# Seriously? Really? Are you kidding me?



## Waddaman (Oct 3, 2010)

I challenge someone to find the person on this planet with worse luck then me..seriously

Im out driving today going down dirt road pushing 80-100km/h or so been out most of the day biking is working good everything is fine.. all of a sudden BOOM blue smoke out the snorkel motor locks up instantly terrible grinding noise as i skid down this dirt road until i stop. I get off and look down.. big hole in my clutch cover.. well that was the belt.. look farther up front housing is split right in half top and bottom as well as actuator and my rear drive shaft is ruined....
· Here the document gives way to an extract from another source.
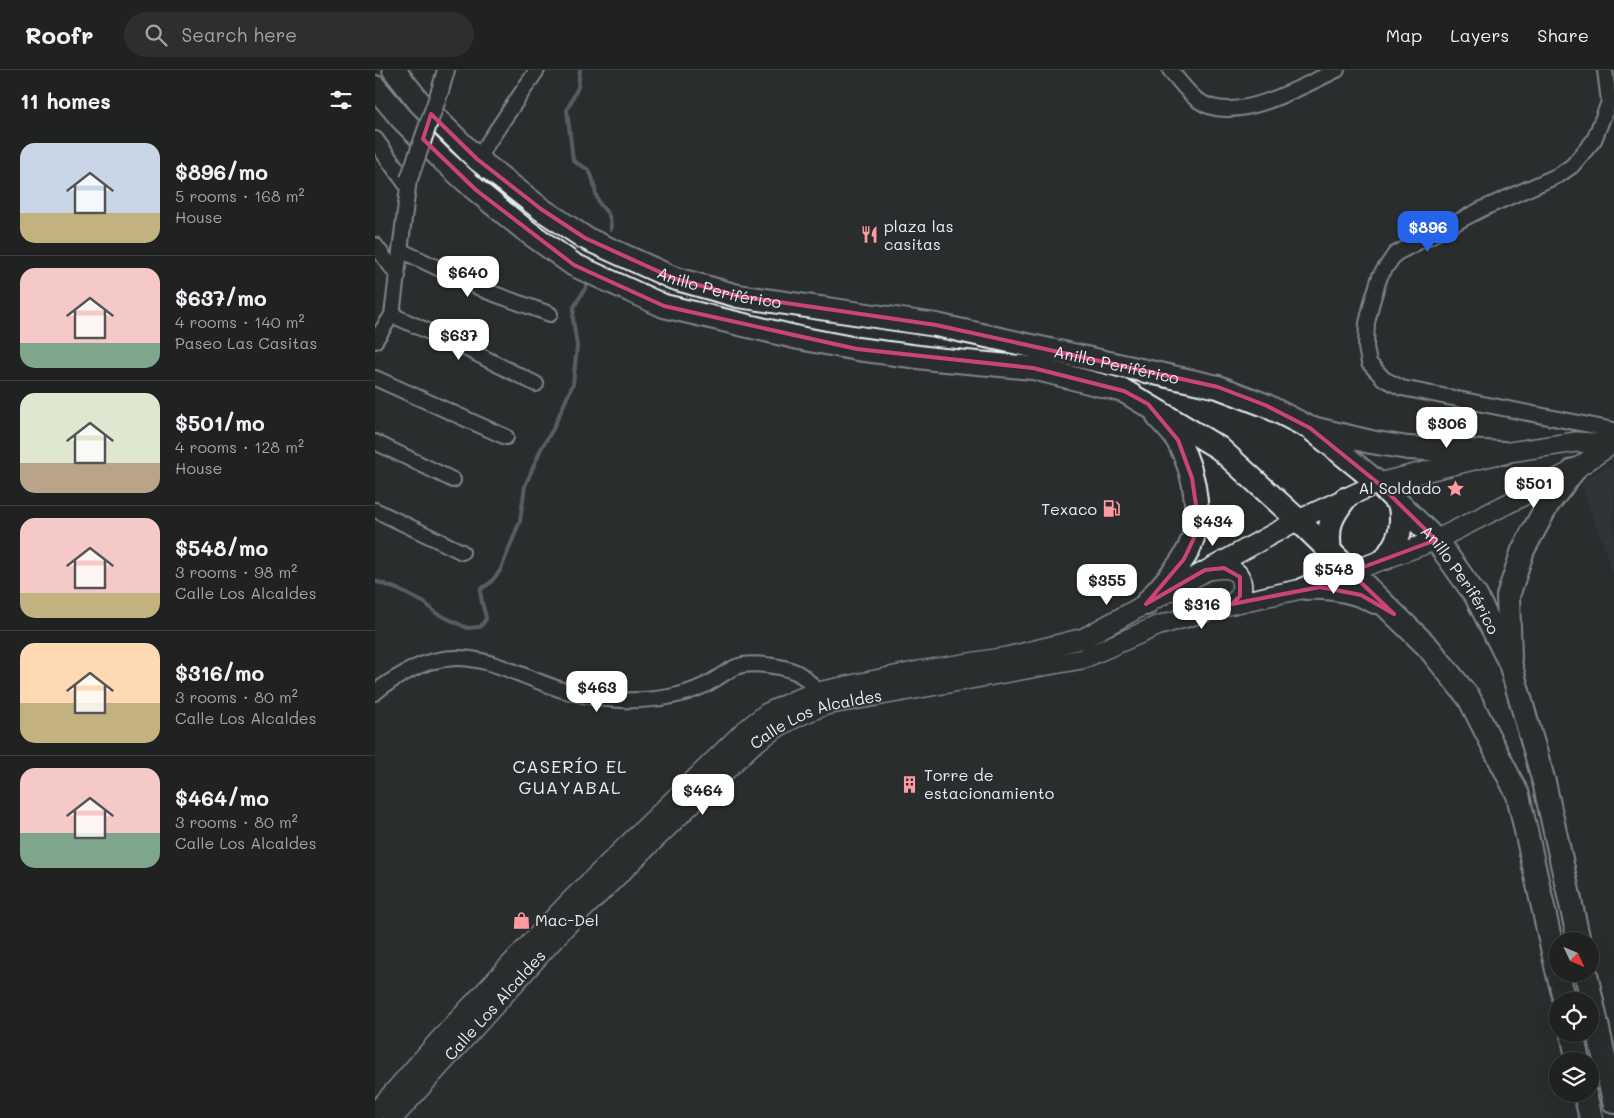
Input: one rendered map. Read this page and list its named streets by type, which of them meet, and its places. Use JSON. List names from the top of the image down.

The lucky part is i took the clutch cover off and hauled the mangled pieces of belt out. started it and it fired right up... everything seems to be fine no vibrations or anything strange motor runs true and strong still. Also turning the secondary i feel no hiccups or roughness in the gears so tranny HOPEFULLY is all good..


----------



## dman66 (Feb 20, 2011)

Holy crap...... Glad to see your alright..... I always fear that when I'm blasting down the straights on trails or roads,that something like that's gonna happen..... Did you do the spider shaft mod on the front diff ? And of course it's gotta be the next most expensive part on the quad to fail...


----------



## NMKawierider (Apr 11, 2009)

Wow...OK man...you have my vote...as the most unlucky Brute owner...this month. Glad it didn't unload you. Wonder what happened? At least there are a ton of guys here parting out Brutes.


----------



## Waddaman (Oct 3, 2010)

I JUST put this diff in not even a month ago due to axle breaking at splines busting cases and letting a bunch of mud inside.. Was second hand but almost like new wasn't even mud stained.. sigh

Edit: oh and i should ad i literally just tore the entire front end of the bike last night to put all new seals in this diff....


----------



## Polaris425 (Dec 16, 2004)

Big tires + speed = damage.


----------



## Cal3bCart3r (Mar 5, 2012)

True true ^^^ tires heated tht belt up and was puttin pressure on tht diff lol


----------



## Waddaman (Oct 3, 2010)

if I wasn't clutched for it i would agree but.. i am.. and that speed is only about 3/4 throttle for a few seconds wasn't a continuous thing.


----------



## Cal3bCart3r (Mar 5, 2012)

Ahh i gotcha hmmm stock belt?


----------



## Waddaman (Oct 3, 2010)

Yup kawie belt.


----------



## Cal3bCart3r (Mar 5, 2012)

I hate tht u have bad luck lol idk wat it could be


----------



## wolf_36 (Jul 7, 2010)

Man I feel your pain , and have felt the same way about being unlucky , been to 3 weekend rides in the last 2 months and only got to ride once , first weekend 5 minutes out was blowing oil out the exhaust so bad couldn't see anything by the time I got back to camp had lost a quart of oil . second weekend fan quit and I blew a head gasket within a half hour . third weekend rode for an hour and the throttle stuck wide open Not fun , lucky I was able to fix that easy


----------



## NMKawierider (Apr 11, 2009)

Your weren't in 4wd haul'n ***** when the belt fragged...were you? If you were and it wrapped around the secondary binding it and the tray that would explain the front diff. It did break the cover back there..right?


----------



## brutepower95 (Oct 22, 2012)

On my 18th march 30 2012 birthday I went down and got my licensee drove to a concert an hour a way in my old truck at that time my dads which I traded to him for his 05 brute now mine and my dad was passed out in the passenger seat at a stop sign I fell asleep at this time it was 4am march 31 2012 on the way home and pinned throttle I hit a 12 ft deep ditch at 55 then we couldn't get anyone to awnser the phone so we had to walk home 2.5 miles so not only did I owe the cash difference between the truck and wheeler now owe him for the truck too I dare someone to beat that


----------



## Sallzy (Nov 25, 2012)

**** Nic. Why do you think the rear shaft let loose? How much time did you have on that belt? Think of this as a sign that you need NOS and a turbo. Ok maybe not.


----------



## Waddaman (Oct 3, 2010)

It was in 4wd nmk that's exactly what happened. Belt ripped in half stopped engine and secondary instaneously blowing a hole through back of clutch cover and the sudden stop blew the front diff.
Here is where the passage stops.